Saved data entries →

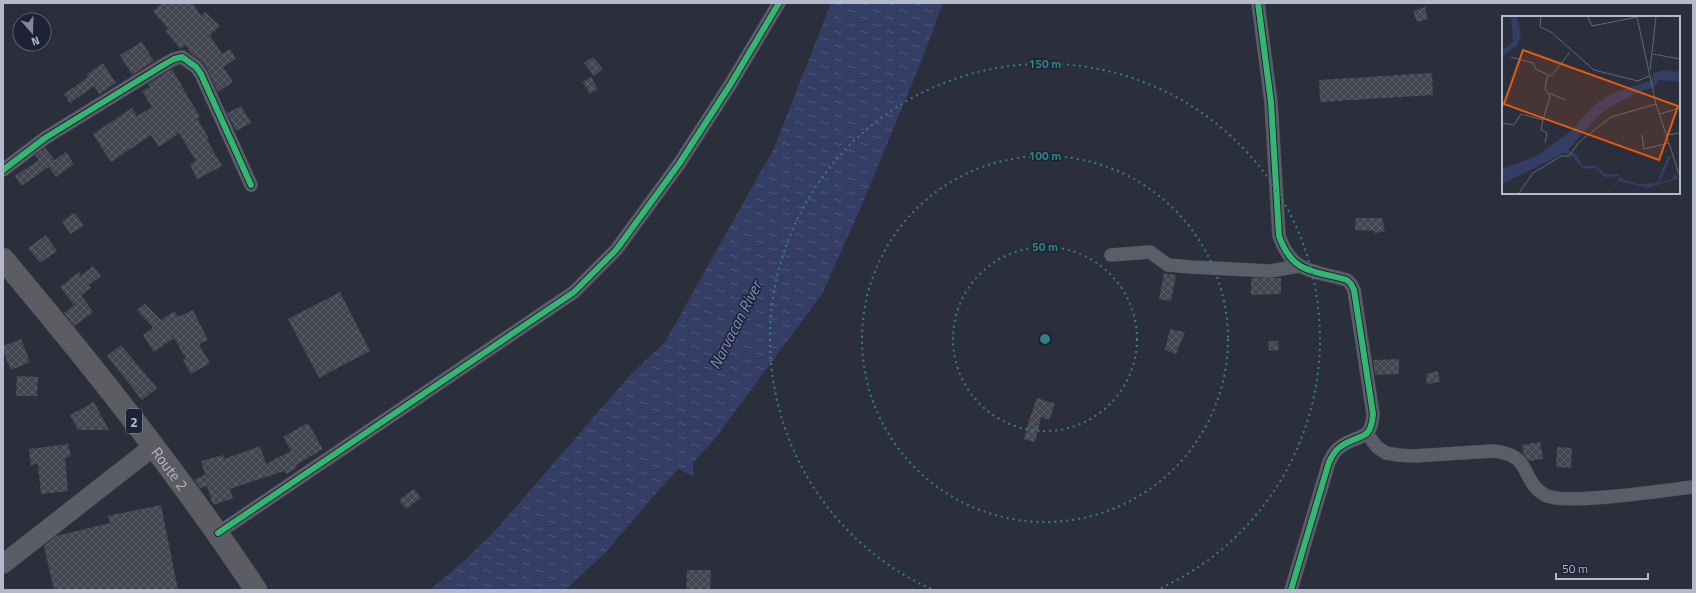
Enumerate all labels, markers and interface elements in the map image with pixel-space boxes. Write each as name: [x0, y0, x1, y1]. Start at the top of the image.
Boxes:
north arrow: [12, 12, 52, 52]
inset map: [1502, 16, 1680, 194]
text: N: [29, 33, 42, 50]
text: 150 m: [1029, 54, 1061, 73]
text: 100 m: [1029, 146, 1061, 165]
text: 50 m: [1032, 237, 1058, 256]
water label: Narvacan River: [703, 275, 768, 373]
centre of rings: [1038, 332, 1052, 346]
road number: 2: [126, 409, 142, 433]
street label: Route 2: [146, 442, 194, 495]
scale bar: [1556, 555, 1648, 581]
text: 50 m: [1562, 559, 1588, 578]

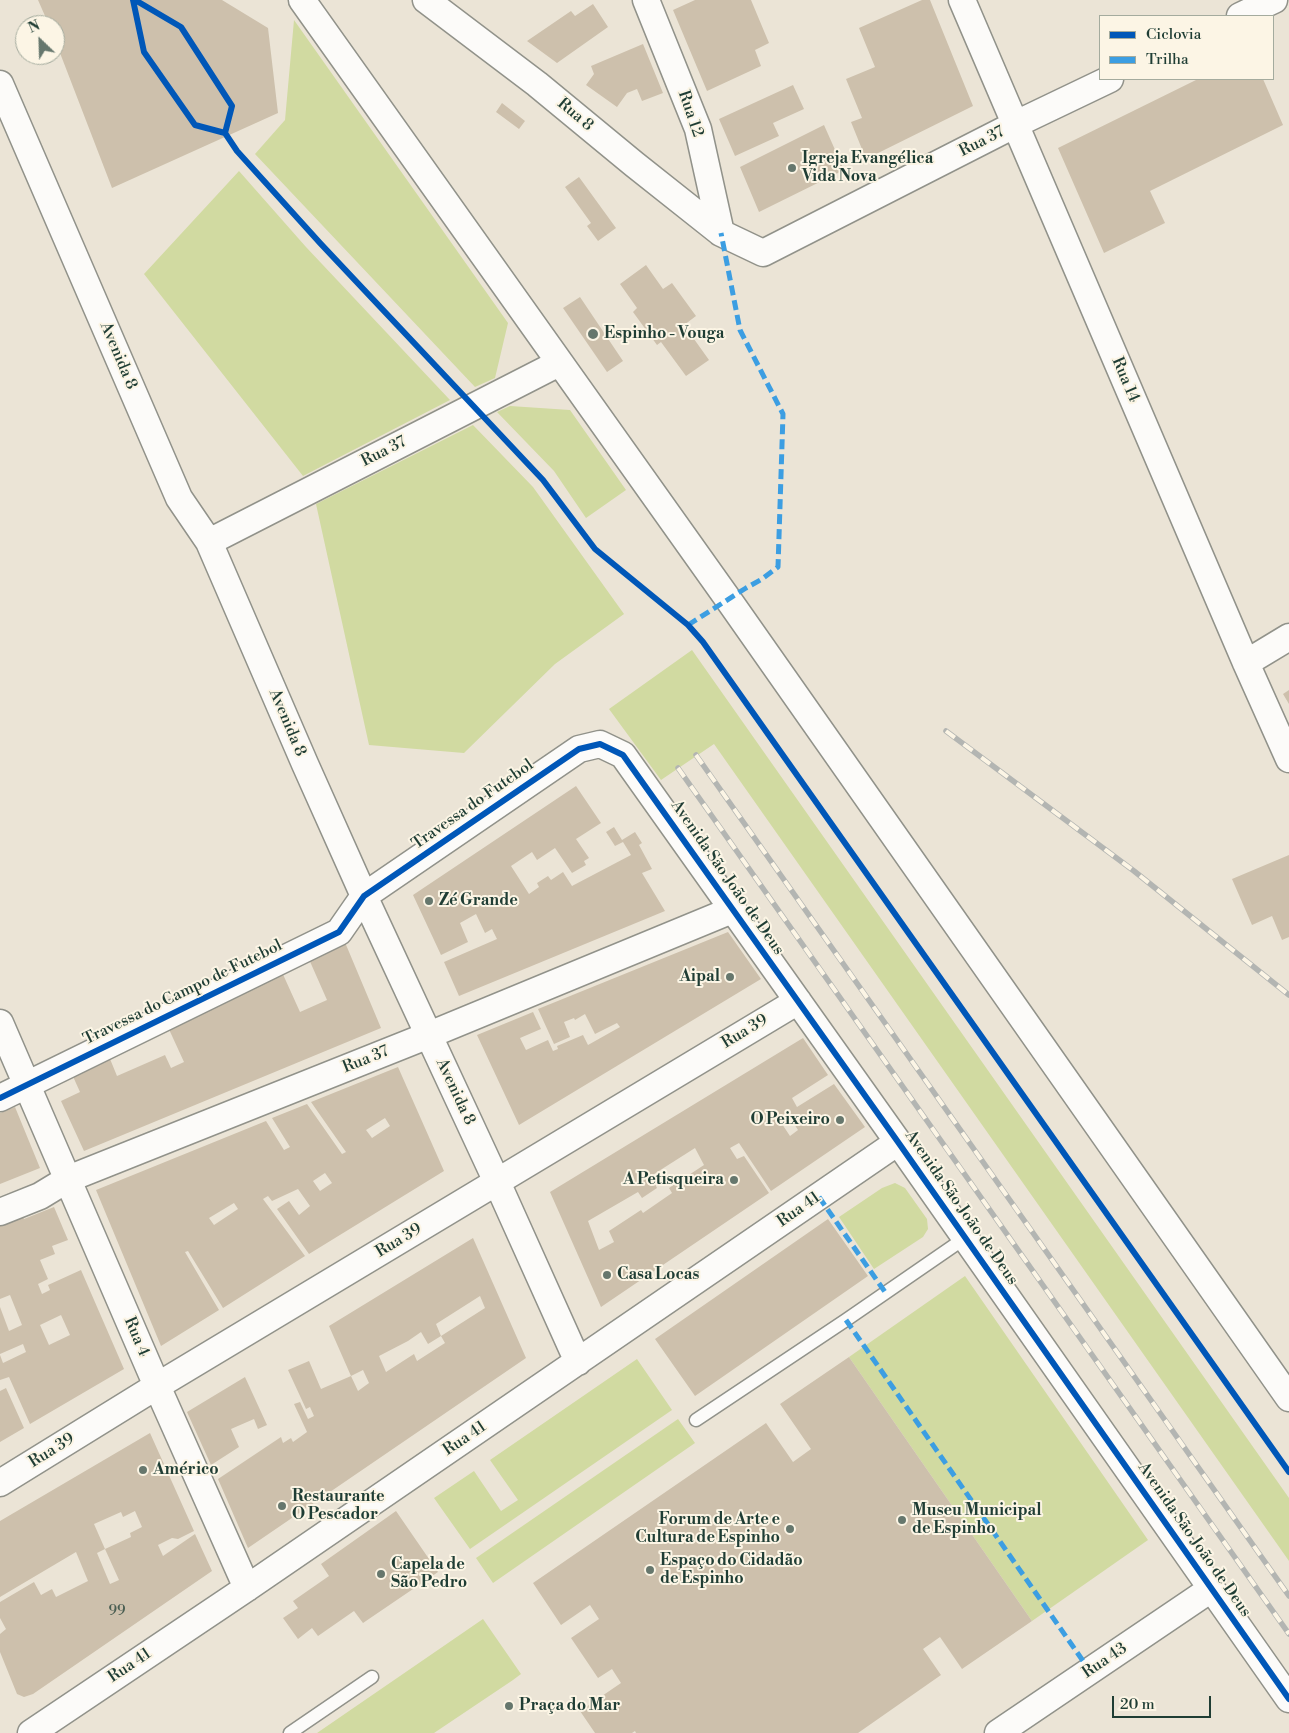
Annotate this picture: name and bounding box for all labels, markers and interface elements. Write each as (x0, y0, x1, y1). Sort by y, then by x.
north arrow (15, 15, 65, 65)
legend (1099, 15, 1274, 80)
text: N (26, 17, 43, 38)
text: Ciclovia (1146, 25, 1201, 44)
text: Trilha (1146, 50, 1189, 69)
street label: Rua 12 (673, 88, 707, 140)
street label: Rua 8 (553, 94, 597, 136)
street label: Rua 37 (956, 123, 1008, 161)
place label: Igreja Evangélica Vida Nova (802, 149, 933, 187)
marker: Igreja Evangélica Vida Nova (786, 162, 798, 174)
street label: Avenida 8 (95, 320, 141, 392)
place label: Espinho - Vouga (604, 324, 724, 344)
marker: Espinho - Vouga (586, 327, 600, 341)
street label: Rua 14 (1107, 354, 1143, 406)
street label: Rua 37 (358, 433, 410, 471)
street label: Avenida 8 (264, 687, 310, 759)
street label: Travessa do Futebol (409, 756, 537, 854)
street label: Avenida São João de Deus (666, 797, 788, 959)
place label: Zé Grande (439, 891, 518, 911)
marker: Zé Grande (423, 895, 435, 907)
street label: Travessa do Campo de Futebol (80, 936, 286, 1050)
place label: Aipal (679, 967, 720, 987)
marker: Aipal (724, 971, 736, 983)
street label: Rua 39 (719, 1011, 771, 1053)
street label: Rua 37 (340, 1042, 392, 1078)
street label: Avenida 8 (431, 1056, 479, 1128)
place label: O Peixeiro (750, 1110, 830, 1130)
marker: O Peixeiro (834, 1114, 846, 1126)
street label: Avenida São João de Deus (900, 1127, 1022, 1289)
place label: A Petisqueira (623, 1170, 724, 1190)
marker: A Petisqueira (728, 1174, 740, 1186)
street label: Rua 41 (774, 1188, 824, 1232)
street label: Rua 39 (373, 1220, 425, 1262)
place label: Casa Locas (617, 1265, 699, 1285)
marker: Casa Locas (601, 1269, 613, 1281)
street label: Rua 4 (119, 1314, 153, 1360)
street label: Rua 41 (440, 1418, 490, 1460)
street label: Rua 39 (26, 1430, 78, 1472)
street label: Avenida São João de Deus (1133, 1459, 1255, 1621)
place label: Américo (153, 1460, 219, 1480)
marker: Américo (137, 1464, 149, 1476)
place label: Restaurante O Pescador (292, 1487, 385, 1525)
marker: Restaurante O Pescador (276, 1500, 288, 1512)
place label: Museu Municipal de Espinho (912, 1501, 1042, 1539)
place label: Forum de Arte e Cultura de Espinho (635, 1510, 780, 1548)
marker: Museu Municipal de Espinho (896, 1514, 908, 1526)
marker: Forum de Arte e Cultura de Espinho (784, 1523, 796, 1535)
place label: Espaço do Cidadão de Espinho (660, 1551, 803, 1589)
place label: Capela de São Pedro (391, 1555, 467, 1593)
marker: Espaço do Cidadão de Espinho (644, 1564, 656, 1576)
marker: Capela de São Pedro (375, 1568, 387, 1580)
house number: 99 (109, 1604, 125, 1620)
street label: Rua 43 (1079, 1639, 1131, 1683)
street label: Rua 41 (105, 1645, 155, 1687)
scale bar (1114, 1686, 1213, 1718)
text: 20 m (1120, 1695, 1155, 1714)
place label: Praça do Mar (519, 1696, 620, 1716)
marker: Praça do Mar (503, 1700, 515, 1712)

Exercise → Word for word, print every record, and leave out any picture.

Solved exercise →
Enumerate all labels, markers and interface elements in the map image with pixel-space boxes. Write each as name: [x0, y0, x1, y1]. Start at the top of the image.
Boxes:
north arrow: [12, 12, 52, 52]
inset map: [1502, 16, 1680, 194]
text: N: [29, 33, 42, 50]
text: 150 m: [1029, 54, 1061, 73]
text: 100 m: [1029, 146, 1061, 165]
text: 50 m: [1032, 237, 1058, 256]
water label: Narvacan River: [703, 275, 768, 373]
centre of rings: [1038, 332, 1052, 346]
road number: 2: [126, 409, 142, 433]
street label: Route 2: [146, 442, 194, 495]
scale bar: [1556, 555, 1648, 581]
text: 50 m: [1562, 559, 1588, 578]

Annotate this picture: name and bounding box for all labels, markers and interface elements. Write each as (x0, y0, x1, y1). Sort by y, then by x.
north arrow (15, 15, 65, 65)
legend (1099, 15, 1274, 80)
text: N (26, 17, 43, 38)
text: Ciclovia (1146, 25, 1201, 44)
text: Trilha (1146, 50, 1189, 69)
street label: Rua 12 (673, 88, 707, 140)
street label: Rua 8 (553, 94, 597, 136)
street label: Rua 37 (956, 123, 1008, 161)
place label: Igreja Evangélica Vida Nova (802, 149, 933, 187)
marker: Igreja Evangélica Vida Nova (786, 162, 798, 174)
street label: Avenida 8 (95, 320, 141, 392)
place label: Espinho - Vouga (604, 324, 724, 344)
marker: Espinho - Vouga (586, 327, 600, 341)
street label: Rua 14 (1107, 354, 1143, 406)
street label: Rua 37 (358, 433, 410, 471)
street label: Avenida 8 (264, 687, 310, 759)
street label: Travessa do Futebol (409, 756, 537, 854)
street label: Avenida São João de Deus (666, 797, 788, 959)
place label: Zé Grande (439, 891, 518, 911)
marker: Zé Grande (423, 895, 435, 907)
street label: Travessa do Campo de Futebol (80, 936, 286, 1050)
place label: Aipal (679, 967, 720, 987)
marker: Aipal (724, 971, 736, 983)
street label: Rua 39 (719, 1011, 771, 1053)
street label: Rua 37 (340, 1042, 392, 1078)
street label: Avenida 8 (431, 1056, 479, 1128)
place label: O Peixeiro (750, 1110, 830, 1130)
marker: O Peixeiro (834, 1114, 846, 1126)
street label: Avenida São João de Deus (900, 1127, 1022, 1289)
place label: A Petisqueira (623, 1170, 724, 1190)
marker: A Petisqueira (728, 1174, 740, 1186)
street label: Rua 41 (774, 1188, 824, 1232)
street label: Rua 39 (373, 1220, 425, 1262)
place label: Casa Locas (617, 1265, 699, 1285)
marker: Casa Locas (601, 1269, 613, 1281)
street label: Rua 4 (119, 1314, 153, 1360)
street label: Rua 41 (440, 1418, 490, 1460)
street label: Rua 39 (26, 1430, 78, 1472)
street label: Avenida São João de Deus (1133, 1459, 1255, 1621)
place label: Américo (153, 1460, 219, 1480)
marker: Américo (137, 1464, 149, 1476)
place label: Restaurante O Pescador (292, 1487, 385, 1525)
marker: Restaurante O Pescador (276, 1500, 288, 1512)
place label: Museu Municipal de Espinho (912, 1501, 1042, 1539)
place label: Forum de Arte e Cultura de Espinho (635, 1510, 780, 1548)
marker: Museu Municipal de Espinho (896, 1514, 908, 1526)
marker: Forum de Arte e Cultura de Espinho (784, 1523, 796, 1535)
place label: Espaço do Cidadão de Espinho (660, 1551, 803, 1589)
place label: Capela de São Pedro (391, 1555, 467, 1593)
marker: Espaço do Cidadão de Espinho (644, 1564, 656, 1576)
marker: Capela de São Pedro (375, 1568, 387, 1580)
house number: 99 (109, 1604, 125, 1620)
street label: Rua 43 (1079, 1639, 1131, 1683)
street label: Rua 41 (105, 1645, 155, 1687)
scale bar (1114, 1686, 1213, 1718)
text: 20 m (1120, 1695, 1155, 1714)
place label: Praça do Mar (519, 1696, 620, 1716)
marker: Praça do Mar (503, 1700, 515, 1712)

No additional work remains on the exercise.